Tech giants are no longer untouchable. It’s not just that their stocks are cheap enough to tempt activists, but rather that they’ve lost the armor that once protected them: investors’ unbridled FOMO.
Activists are mostly what Wall Street calls “value” investors. They sift through thousands of listed stocks to find the ones that should trade higher, then push them to do things — spin off underperforming divisions, replace their CEOs, sell their real estate — that might close the gap.
But for the past half-decade or so, tech stocks have been the opposite of a value play. They’ve traded well above the sum of their parts, or any historically rational multiple of their earnings, and flourished despite obvious flaws in their governance and strategies.
No matter whether Salesforce lost two co-CEOs in three years, or Zuckerberg alienated needed allies in Washington. The louder old-school investors shouted that a bubble was forming and that short-sighted investors were cheering on unsustainable growth, the higher their stocks went.

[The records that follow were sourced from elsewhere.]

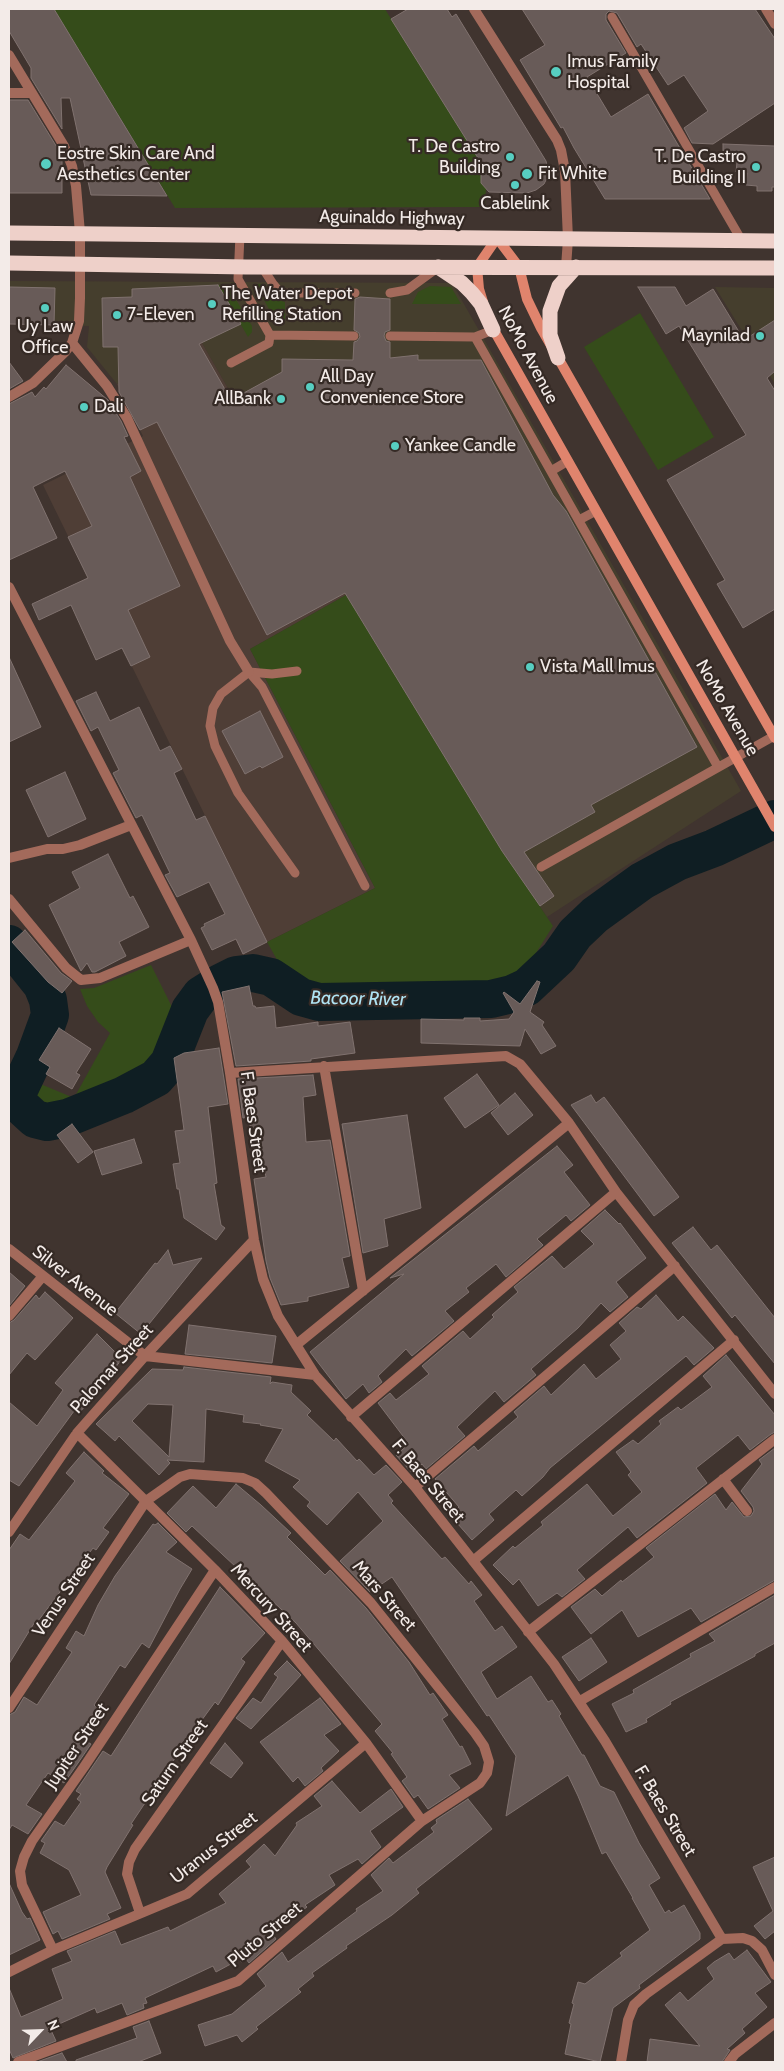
<!DOCTYPE html>
<style>
body{margin:0}
#map{position:relative;width:784px;height:2071px;overflow:hidden;background:#40342f;font-family:Cabin,sans-serif}
canvas{display:block}
.frame{position:absolute;inset:0;border:10px solid #f3ebe8;pointer-events:none}
.north{position:absolute;left:15px;top:2006px;width:50px;height:50px;-webkit-text-stroke:4px #352a25;paint-order:stroke;rotate:66deg;font-size:14px;font-weight:700;line-height:20px;text-align:center;color:#f3ebe8}
.north::after{content:'';display:block;margin:auto;width:18px;height:22px;background:#f3ebe8;clip-path:polygon(50% 0,100% 100%,50% 72%,0 100%)}
</style>
<div id="map">
<canvas width="784" height="2071"></canvas>
<div class="frame"></div>
<div class="north">N</div>
</div>
<script>
const context = document.querySelector('canvas').getContext('2d');
context.lineJoin = 'round';
function fill(path, color) { context.fillStyle = color; context.fill(path, 'evenodd'); }
const toPath = rows => new Path2D(rows.map(r => 'M' + r).join(''));
function strokePath(path, color, width, dash) { context.strokeStyle = color; context.lineWidth = width; context.lineCap = dash ? 'butt' : 'round'; context.setLineDash(dash || []); context.stroke(path); }
function label(font, color, halo, rows, align = 'center') {
  context.font = font + ' Cabin,sans-serif'; context.lineWidth = 4.5; context.setLineDash([]); context.textBaseline = 'middle'; context.strokeStyle = halo; context.fillStyle = color; for (const [text, x, y, turn = 0] of rows) {
    context.save(); context.translate(x, y); context.rotate((+turn || 0) * Math.PI / 180); context.textAlign = isNaN(turn) ? turn : align; if (halo) context.strokeText(text, 0, 0); context.fillText(text, 0, 0); context.restore();
  }
}
fill(toPath([
 [9,281,452,283,741,791,547,917,501,849,346,595,202,343,117,384,87,347,89,326,9,324],
 [715,287,775,288,775,384]
]), '#453e2d');
fill(toPath([
 [202,343,346,595,250,649,375,888,267,942,43,485,143,436,117,384]
]), '#4f3e36');
fill(toPath([
 [54,9,385,9,481,163,481,182,486,188,485,207,175,208],
 [258,284,262,284,270,297,285,302,285,322,274,315,269,309,257,287],
 [218,285,227,285,252,326,252,332,248,337],
 [430,286,451,287,461,304,412,304,418,292],
 [640,313,714,437,658,470,584,347],
 [346,595,501,849,553,926,519,980,507,986,312,988,289,981,267,942,375,888,250,649],
 [151,965,178,1019,171,1044,163,1059,148,1073,58,1112,44,1115,33,1109,26,1101,24,1092,31,1080,74,1098,110,1033,98,1022,87,1006,80,989,94,988]
]), '#354c1a');
strokePath(toPath([
 [9,944,42,985,48,1000,50,1015,35,1056,18,1092,18,1101,23,1108,35,1119,47,1122,67,1118,124,1095,156,1078,169,1063,190,1010,201,995,220,983,236,975,253,973,271,977,301,997,319,1002,491,999,512,994,527,987,559,957,575,934,595,915,642,881,677,862,714,848,775,819]
]), '#0f1e23', 38);
const building = toPath([
 [9,9,54,9,167,196,91,195,70,98,61,98,62,129,31,78,31,68,9,31,9,9],
 [408,9,447,9,452,17,456,14,546,161,548,170,547,178,544,184,536,190,527,193,489,192,481,183,481,163,391,19,408,9],
 [522,9,755,9,775,39,775,103,713,144,692,143,684,128,708,111,684,75,668,85,641,44,637,47,617,13,609,11,606,14,606,20,626,53,587,77,611,117,648,94,710,199,605,199,574,148,563,127,561,128,520,60,545,45,522,9],
 [9,100,28,100,58,149,62,159,62,193,9,193,9,100],
 [723,144,775,146,775,187,772,187,772,191,757,191,757,186,746,185,747,173,736,172,737,162,723,162,723,144],
 [218,285,241,324,199,344,231,400,282,372,282,359,353,360,354,342,357,341,360,337,359,333,354,330,355,299,360,297,390,299,390,330,385,332,384,336,386,341,390,342,390,358,418,355,418,360,481,360,553,495,566,511,697,747,591,805,595,812,524,852,554,896,540,906,502,851,345,593,267,635,157,422,140,430,119,392,118,347,103,347,102,298,132,297,132,289,218,285],
 [9,287,55,288,54,325,9,324,9,287],
 [638,287,675,287,686,306,713,289,744,340,775,320,775,371,767,378,775,391,775,609,743,628,717,584,725,580,667,480,746,435,679,326,666,334,638,287],
 [9,362,23,381,9,389,9,362],
 [66,365,108,400,121,421,128,436,124,437,141,471,130,477,180,586,128,610,150,657,131,666,122,648,96,660,71,605,39,620,32,604,88,578,68,537,92,526,65,471,33,487,57,538,9,560,9,404,32,392,35,397,44,387,46,389,66,365],
 [9,657,41,727,9,742,9,657],
 [96,692,110,721,139,707,160,751,170,746,182,769,174,773,196,820,205,816,267,942,243,954,236,939,212,950,201,928,205,926,204,924,225,914,209,882,177,897,165,875,170,873,142,815,136,818,113,773,119,770,98,727,91,731,76,701,96,692],
 [260,711,283,757,262,768,260,766,245,774,222,731,260,711],
 [65,772,86,819,48,837,26,790,65,772],
 [108,854,130,898,133,896,149,927,119,942,126,956,95,972,92,972,87,963,81,971,49,905,80,888,72,872,108,854],
 [25,930,61,973,72,981,62,993,48,982,12,942,25,930],
 [537,981,540,982,530,1012,544,1022,542,1025,556,1046,541,1054,525,1029,520,1046,421,1043,421,1019,464,1020,464,1018,480,1018,480,1021,509,1019,514,1012,503,993,504,992,520,1004,537,981],
 [249,986,253,1006,255,1006,256,1008,274,1006,276,1028,318,1022,318,1026,350,1022,355,1053,311,1059,311,1061,236,1066,222,992,249,986],
 [59,1028,91,1049,76,1073,80,1075,72,1089,46,1074,50,1067,39,1060,59,1028],
 [219,1048,228,1104,208,1107,217,1183,214,1184,221,1225,225,1228,216,1240,184,1218,179,1189,177,1189,173,1164,180,1163,175,1131,184,1130,174,1058,184,1053,219,1048],
 [477,1074,499,1105,465,1128,444,1098,477,1074],
 [313,1075,316,1095,303,1097,306,1142,330,1140,350,1256,342,1258,349,1287,308,1297,308,1301,281,1305,270,1278,266,1261,254,1179,266,1177,260,1146,253,1147,249,1117,243,1118,238,1079,313,1075],
 [515,1093,533,1115,508,1135,491,1113,515,1093],
 [591,1095,596,1103,604,1097,679,1197,654,1216,571,1105,591,1095],
 [407,1115,421,1208,384,1219,388,1246,363,1253,342,1124,407,1115],
 [72,1124,93,1152,78,1163,57,1135,72,1124],
 [134,1139,142,1163,102,1175,94,1151,134,1139],
 [557,1146,573,1165,564,1172,590,1205,571,1221,566,1215,537,1239,543,1245,506,1277,496,1264,466,1288,469,1292,445,1311,454,1321,412,1356,406,1349,378,1376,382,1382,369,1393,363,1384,346,1399,310,1352,404,1274,390,1278,557,1146],
 [605,1210,619,1224,620,1223,646,1258,616,1282,628,1297,610,1312,601,1303,578,1328,531,1369,536,1375,504,1402,495,1391,457,1427,465,1436,426,1469,422,1464,412,1473,396,1455,409,1444,378,1403,390,1393,396,1400,429,1374,422,1366,463,1331,470,1339,494,1317,492,1315,518,1292,514,1287,552,1256,564,1269,594,1244,581,1231,605,1210],
 [693,1227,711,1250,717,1245,775,1318,775,1364,735,1315,732,1318,672,1243,693,1227],
 [168,1250,173,1265,202,1258,141,1334,115,1313,155,1263,157,1264,168,1250],
 [9,1272,25,1286,9,1306,9,1272],
 [45,1292,73,1318,35,1360,27,1353,9,1375,9,1323,14,1320,36,1295,39,1299,45,1292],
 [656,1295,678,1321,683,1316,714,1348,694,1365,686,1356,550,1468,543,1477,522,1496,516,1490,489,1514,494,1520,472,1540,450,1515,459,1507,435,1479,474,1446,478,1451,518,1417,514,1412,544,1386,551,1395,584,1364,596,1379,621,1359,610,1345,626,1331,619,1323,637,1307,641,1309,656,1295],
 [189,1325,276,1336,272,1363,185,1354,189,1325],
 [97,1334,122,1359,81,1411,77,1407,19,1486,9,1480,9,1402,37,1426,63,1390,55,1383,97,1334],
 [726,1355,775,1415,775,1432,771,1434,750,1450,738,1435,696,1468,707,1483,637,1538,628,1527,577,1570,585,1579,562,1597,557,1593,538,1606,519,1579,513,1585,493,1565,513,1546,515,1548,543,1525,541,1522,587,1484,613,1516,642,1492,628,1475,631,1472,616,1452,633,1440,638,1444,661,1424,659,1421,678,1407,681,1410,712,1387,703,1376,726,1355],
 [184,1367,271,1377,270,1384,272,1382,292,1385,291,1392,311,1411,307,1415,334,1441,336,1438,357,1461,359,1459,374,1475,386,1465,402,1482,388,1495,393,1501,391,1503,442,1559,445,1557,469,1584,471,1581,482,1595,474,1601,495,1631,502,1626,517,1647,481,1672,497,1699,531,1676,548,1702,552,1700,561,1714,559,1716,582,1755,584,1755,600,1786,614,1792,639,1843,660,1878,649,1885,665,1913,669,1910,671,1913,684,1905,700,1933,700,1939,639,1985,640,1988,613,2008,600,2062,565,2054,571,2024,569,2023,574,2004,572,2003,578,1982,585,1984,622,1956,620,1953,650,1930,632,1898,633,1898,606,1852,602,1854,578,1796,568,1775,506,1816,516,1756,489,1715,487,1716,392,1577,370,1592,340,1561,383,1521,358,1492,327,1525,307,1506,310,1502,293,1487,300,1480,265,1461,283,1429,260,1425,261,1424,243,1422,244,1415,206,1409,204,1462,167,1460,170,1463,159,1475,119,1436,115,1441,96,1424,152,1369,183,1370,184,1367],
 [148,1404,173,1405,169,1457,132,1421,148,1404],
 [775,1448,775,1580,701,1622,691,1608,638,1637,622,1610,591,1634,571,1607,595,1589,602,1596,621,1580,622,1582,654,1557,646,1548,715,1494,726,1510,732,1502,744,1517,751,1516,754,1511,753,1507,741,1491,762,1464,759,1460,775,1448],
 [84,1452,104,1471,102,1473,129,1494,103,1528,109,1532,96,1550,93,1548,38,1621,36,1620,9,1664,9,1550,20,1534,29,1540,75,1481,66,1473,84,1452],
 [236,1484,261,1505,291,1533,287,1537,325,1575,330,1570,366,1608,409,1662,430,1695,433,1693,448,1715,442,1719,460,1747,462,1746,471,1764,449,1775,460,1788,428,1809,418,1795,414,1798,402,1781,407,1777,391,1754,393,1753,375,1731,382,1724,296,1623,192,1526,186,1532,167,1513,193,1486,216,1508,236,1484],
 [158,1523,177,1542,166,1552,192,1569,180,1589,149,1648,142,1643,125,1668,120,1665,94,1705,97,1708,78,1737,91,1744,78,1763,64,1783,48,1773,26,1805,42,1814,28,1834,12,1825,9,1830,9,1715,15,1712,24,1697,37,1705,72,1652,66,1648,76,1631,84,1636,98,1605,115,1576,153,1524,155,1525,158,1523],
 [220,1587,265,1633,241,1659,245,1662,218,1705,215,1702,185,1743,131,1824,133,1825,107,1867,105,1872,121,1908,107,1914,110,1919,62,1939,58,1931,53,1934,43,1912,81,1895,69,1870,40,1853,45,1843,41,1841,55,1821,64,1826,81,1802,77,1799,81,1794,76,1791,103,1751,111,1756,220,1587],
 [775,1595,775,1643,755,1654,755,1656,670,1702,671,1704,646,1719,647,1722,626,1732,612,1704,634,1693,633,1690,691,1657,690,1654,715,1641,709,1634,775,1595],
 [591,1638,607,1662,579,1681,562,1657,591,1638],
 [287,1661,301,1675,251,1729,236,1718,253,1698,261,1703,278,1677,274,1674,287,1661],
 [320,1698,341,1724,324,1735,339,1751,321,1768,323,1771,305,1786,298,1777,293,1782,260,1742,320,1698],
 [225,1743,243,1763,231,1778,210,1763,225,1743],
 [332,1781,360,1813,391,1789,403,1807,370,1831,381,1847,362,1864,358,1859,329,1875,335,1885,305,1905,307,1907,272,1933,276,1939,249,1963,246,1959,241,1962,240,1959,216,1972,213,1966,145,1998,147,2003,143,2004,144,2008,127,2015,122,2003,97,2013,95,2008,50,2028,56,2041,13,2058,9,2049,9,1988,21,2017,63,1999,52,1969,72,1961,67,1951,115,1931,121,1945,168,1927,170,1931,226,1903,219,1894,251,1867,246,1861,264,1844,275,1856,297,1825,296,1823,322,1806,314,1796,332,1781],
 [468,1799,492,1829,416,1889,419,1893,392,1915,346,1946,347,1948,312,1973,314,1976,298,1989,301,1992,256,2027,258,2029,242,2042,237,2035,205,2046,198,2025,232,2014,266,1986,257,1974,282,1952,288,1962,357,1911,356,1909,383,1891,371,1875,389,1858,393,1863,434,1832,431,1828,437,1823,436,1820,468,1799],
 [775,1857,775,1931,765,1939,754,1926,773,1911,753,1867,775,1857],
 [9,1883,22,1912,27,1919,30,1918,40,1940,9,1955,9,1883],
 [747,1950,771,1982,755,1993,767,2007,742,2029,745,2033,727,2049,730,2050,722,2062,647,2062,650,2039,700,2046,665,2005,680,1992,688,2001,714,1979,707,1968,714,1962,729,1953,734,1960,747,1950],
 [149,2021,161,2053,138,2062,76,2062,76,2060,137,2038,133,2027,149,2021],
 [62,2053,67,2062,37,2062,62,2053]
]);
fill(building, '#685b58');
strokePath(building, '#80726f', 1);
strokePath(toPath([
 [612,17,742,241],
 [262,267,273,284,278,290,285,293,355,293],
 [390,293,407,290,437,268],
 [270,335,354,336],
 [390,336,475,337,493,330],
 [475,337,718,767],
 [231,363,269,343,270,335,238,279,240,235],
 [551,471,568,461],
 [579,520,596,511],
 [249,672,262,687,365,886],
 [541,867,774,736],
 [295,873,238,793,215,746,210,726,213,708,221,694,249,672,272,674,297,671]
]), '#a36a5b', 9);
strokePath(toPath([
 [474,9,557,140,561,150,565,171,568,239,566,267],
 [766,9,775,24],
 [9,55,64,146,72,166,76,186,80,233,80,298,79,321,72,343,65,352,33,383,9,397],
 [9,93,32,93],
 [72,343,107,386,127,418,230,641,249,672],
 [9,587,191,940,213,988,218,1002,230,1073,254,1240,263,1279,278,1316,315,1375,415,1487,554,1664,605,1741,722,1939],
 [9,858,47,849,63,849,80,845,131,825],
 [9,899,66,968,81,980,100,978,191,940],
 [324,1066,363,1291],
 [230,1073,506,1056,520,1064,569,1123],
 [9,1249,145,1356,315,1375],
 [9,1316,43,1276],
 [296,1345,569,1123,616,1192,775,1394],
 [351,1417,616,1192],
 [77,1433,215,1570,282,1641,366,1743,422,1821],
 [723,1479,747,1511],
 [415,1487,675,1266],
 [9,1532,77,1433,145,1356,254,1240],
 [473,1561,734,1340],
 [528,1632,775,1439],
 [580,1701,775,1587],
 [9,1708,146,1501,180,1477,190,1474,243,1478,255,1483,266,1493,371,1603,475,1733,484,1746,489,1762,487,1773,480,1783,422,1821,238,1981,18,2062],
 [140,1913,127,1874,129,1862,135,1849,282,1641],
 [722,1939,743,1938,752,1941,762,1950,775,1975],
 [53,1950,22,1885,20,1871,24,1857,32,1841,84,1767,215,1570],
 [9,1972,53,1950,187,1894,366,1743],
 [621,2062,628,2020,634,2005,646,1994,722,1939],
 [729,2062,735,2054,775,2023]
]), '#a36a5b', 10);
strokePath(toPath([
 [483,302,479,289,477,267,497,238,519,267,527,299,541,328,775,738],
 [491,325,775,827]
]), '#e0846d', 10);
strokePath(toPath([
 [9,233,775,241],
 [9,263,246,267,775,268],
 [438,267,462,283,472,293,481,304,493,330],
 [558,358,550,335,550,311,559,286,576,267]
]), '#eed0c9', 15);
for (const [x, y, r, color] of [
 [556,72,6,"#57cec1"],
 [510,157,5,"#57cec1"],
 [46,164,6,"#57cec1"],
 [756,167,5,"#57cec1"],
 [527,174,6,"#57cec1"],
 [515,185,5,"#57cec1"],
 [212,304,5,"#57cec1"],
 [45,308,5,"#57cec1"],
 [117,315,5,"#57cec1"],
 [760,336,5,"#57cec1"],
 [310,387,5,"#57cec1"],
 [281,399,5,"#57cec1"],
 [84,407,5,"#57cec1"],
 [395,446,5,"#57cec1"],
 [530,667,5,"#57cec1"]
]) { const dot = new Path2D(); dot.arc(x, y, r, 0, 2 * Math.PI); context.fillStyle = color; context.fill(dot); strokePath(dot, '#352a25', 2); }
label('18px', '#f3ebe8', '#352a25', [
 ["Imus Family",567,62],
 ["Hospital",567,83],
 ["T. De Castro",500,147,"right"],
 ["Building",500,168,"right"],
 ["Eostre Skin Care And",57,154],
 ["Aesthetics Center",57,175],
 ["T. De Castro",746,157,"right"],
 ["Building II",746,178,"right"],
 ["Fit White",538,174],
 ["Cablelink",515,204,"center"],
 ["The Water Depot",222,294],
 ["Refilling Station",222,315],
 ["7-Eleven",127,315],
 ["Uy Law",45,327,"center"],
 ["Office",45,348,"center"],
 ["Maynilad",750,336,"right"],
 ["All Day",320,377],
 ["Convenience Store",320,398],
 ["AllBank",271,399,"right"],
 ["Dali",94,407],
 ["Yankee Candle",405,446],
 ["Vista Mall Imus",540,667]
], 'left');
label('18px', '#f3ebe8', '#352a25', [
 ["Aguinaldo Highway",392,218,1],
 ["NoMo Avenue",528,355,62],
 ["NoMo Avenue",727,708,60],
 ["F. Baes Street",253,1122,82],
 ["Silver Avenue",75,1281,38],
 ["Palomar Street",112,1369,-48],
 ["F. Baes Street",428,1481,50],
 ["Venus Street",64,1595,-56],
 ["Mars Street",384,1596,49],
 ["Mercury Street",271,1608,48],
 ["Jupiter Street",77,1746,-56],
 ["Saturn Street",175,1763,-55],
 ["F. Baes Street",665,1811,59],
 ["Uranus Street",214,1848,-38],
 ["Pluto Street",265,1935,-40]
]);
label('italic 19px', '#afe3f3', '#352a25', [
 ["Bacoor River",358,999,1]
]);
</script>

Low-interest rates pushed investors into riskier bets. The higher tech shares went, the more emboldened their leaders became to keep spending — on streaming, on the metaverse, on hacking the human lifespan. “Like many other companies in a zero rate world,” Altimeter wrote, “Meta has drifted into the land of excess — too many people, too many ideas, too little urgency.”
Companies might howl (Disney has thrown up a particularly robust stiff-arm) but I suspect some CEOs might privately welcome the outside pressure. It makes it easier for them to take on workforces that, already pampered by free massages and a steady stream of headhunter calls, were only further emboldened by the pandemic.
Tech companies had a hard time getting their workers back to the office, and the tug-of-war showed just how much power sat with employees who are now facing management — and shareholders — who think they’re overpaid at best and superfluous at worst.
It all has a very early-2010s vibe to it. In 2013, ValueAct got a board seat at Microsoft. A year later, Apple boosted its stock buyback program after a pair of activists, Carl Icahn and David Einhorn, urged it to do so.
The first half of that decade was perhaps the heyday of large-cap activism, with Mondelez (market value at the time of $76 billion), Procter & Gamble ($177 billion), and Apache ($38 billion) all facing down restless shareholders. Since then, bets have been smaller, and campaigns less headline-grabbing.